» Requirement: Your answer must be an exact copy of the records, with no pictures included.

▬▬▬▬▬▬▬▬▬▬

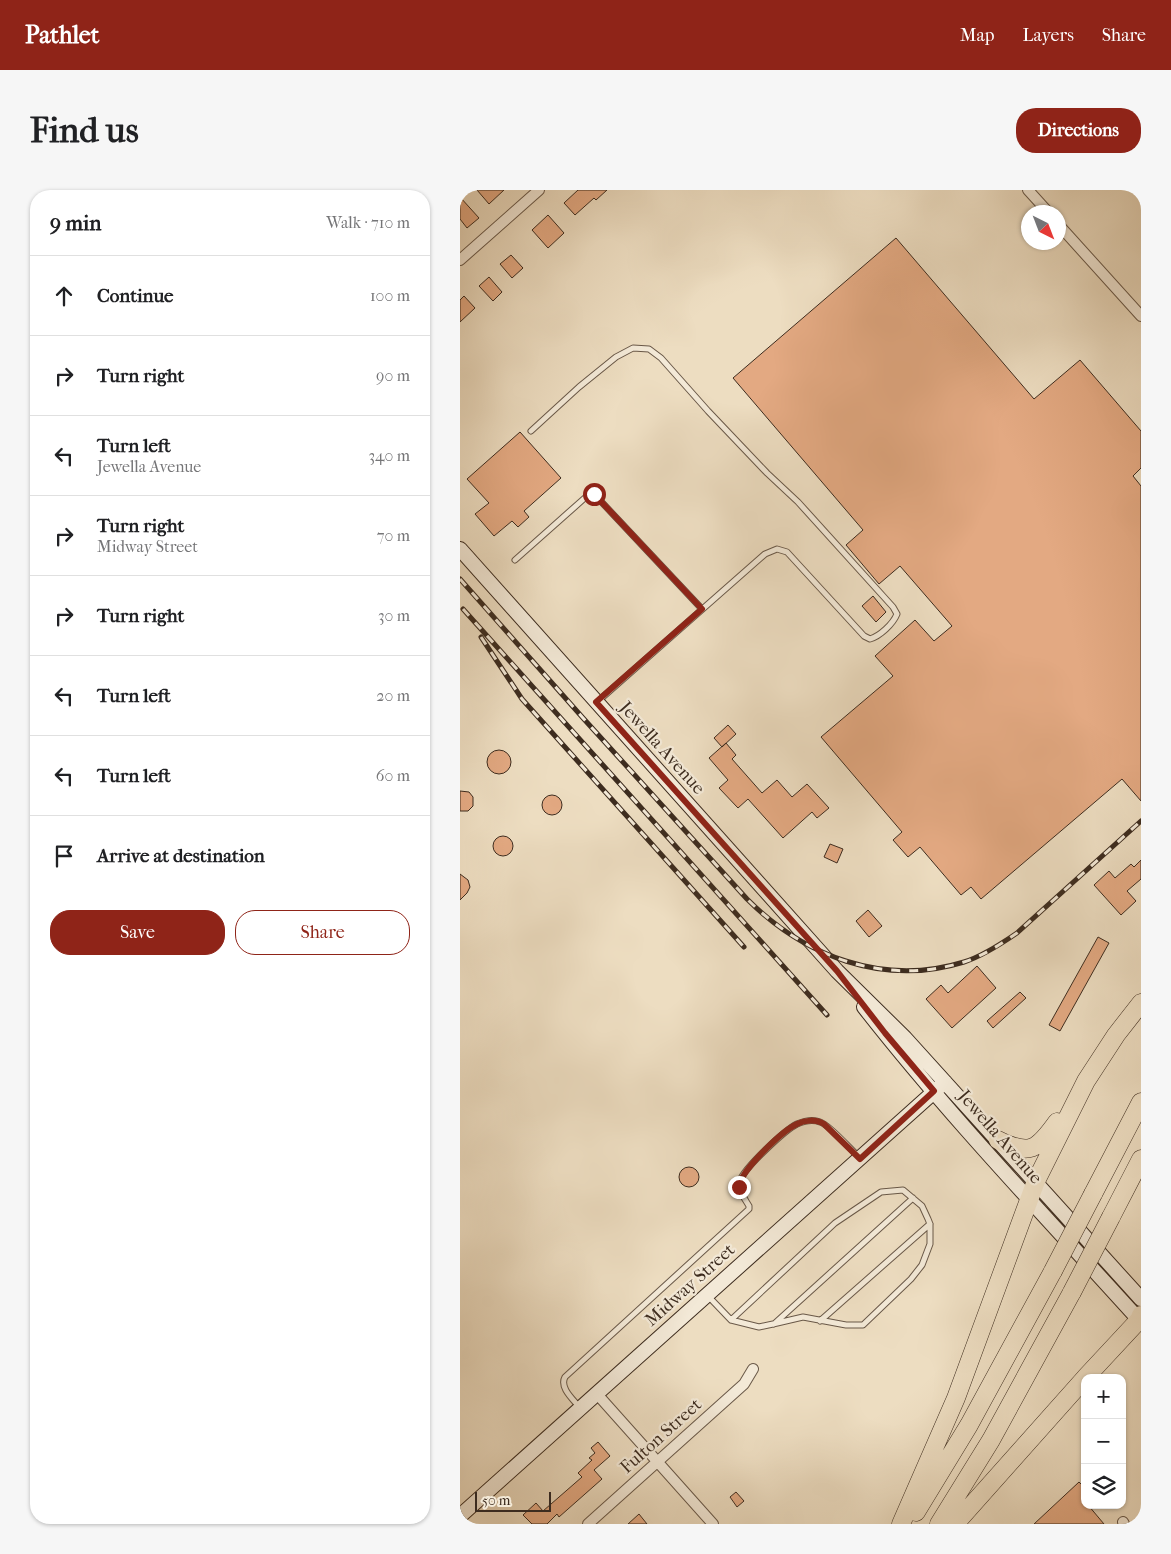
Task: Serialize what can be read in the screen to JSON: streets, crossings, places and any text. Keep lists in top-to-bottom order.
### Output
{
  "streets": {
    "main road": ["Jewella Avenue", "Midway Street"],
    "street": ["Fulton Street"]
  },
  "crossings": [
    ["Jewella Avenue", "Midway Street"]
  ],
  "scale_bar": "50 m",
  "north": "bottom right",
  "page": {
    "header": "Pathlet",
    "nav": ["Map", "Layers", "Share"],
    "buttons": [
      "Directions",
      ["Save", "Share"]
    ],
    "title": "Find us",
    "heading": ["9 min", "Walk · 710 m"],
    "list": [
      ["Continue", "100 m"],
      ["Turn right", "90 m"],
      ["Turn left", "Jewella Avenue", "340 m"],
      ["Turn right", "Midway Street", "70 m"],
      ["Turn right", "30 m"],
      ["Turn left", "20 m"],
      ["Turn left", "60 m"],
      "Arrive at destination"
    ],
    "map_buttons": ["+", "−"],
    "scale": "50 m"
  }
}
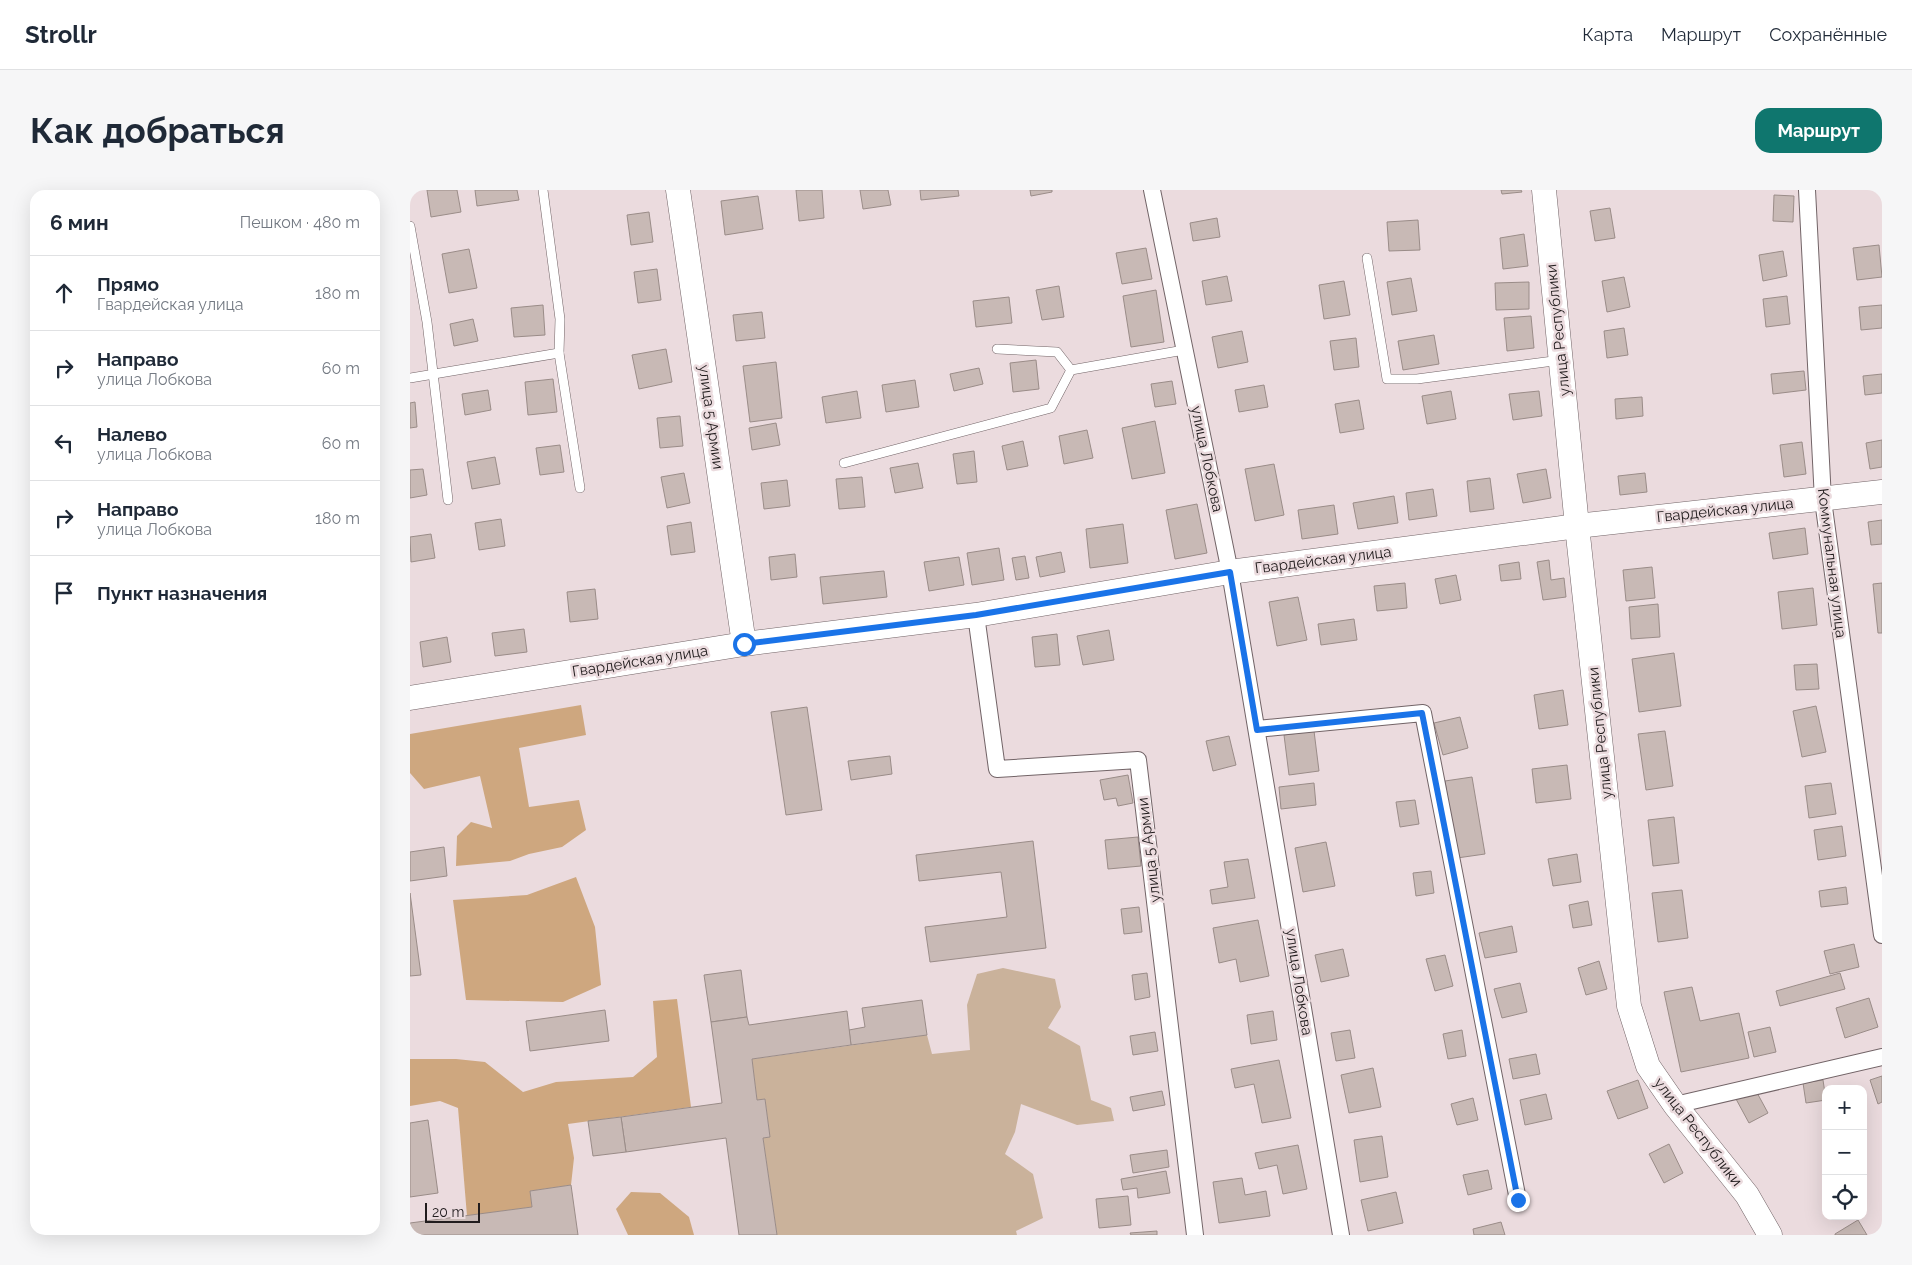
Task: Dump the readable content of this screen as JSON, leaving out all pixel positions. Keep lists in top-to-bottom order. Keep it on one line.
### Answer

▬▬▬▬▬▬▬▬▬▬

» Solution to this exercise:
Task: Serialize what can be read in the screen to JSON: streets, crossings, places and any text. Keep lists in top-to-bottom order.
### Output
{
  "streets": {
    "main road": ["Jewella Avenue", "Midway Street"],
    "street": ["Fulton Street"]
  },
  "crossings": [
    ["Jewella Avenue", "Midway Street"]
  ],
  "scale_bar": "50 m",
  "north": "bottom right",
  "page": {
    "header": "Pathlet",
    "nav": ["Map", "Layers", "Share"],
    "buttons": [
      "Directions",
      ["Save", "Share"]
    ],
    "title": "Find us",
    "heading": ["9 min", "Walk · 710 m"],
    "list": [
      ["Continue", "100 m"],
      ["Turn right", "90 m"],
      ["Turn left", "Jewella Avenue", "340 m"],
      ["Turn right", "Midway Street", "70 m"],
      ["Turn right", "30 m"],
      ["Turn left", "20 m"],
      ["Turn left", "60 m"],
      "Arrive at destination"
    ],
    "map_buttons": ["+", "−"],
    "scale": "50 m"
  }
}
Task: Dump the readable content of this screen as JSON, leaving out all pixel positions. Keep lists in top-to-bottom order. Keep it on one line.
### Answer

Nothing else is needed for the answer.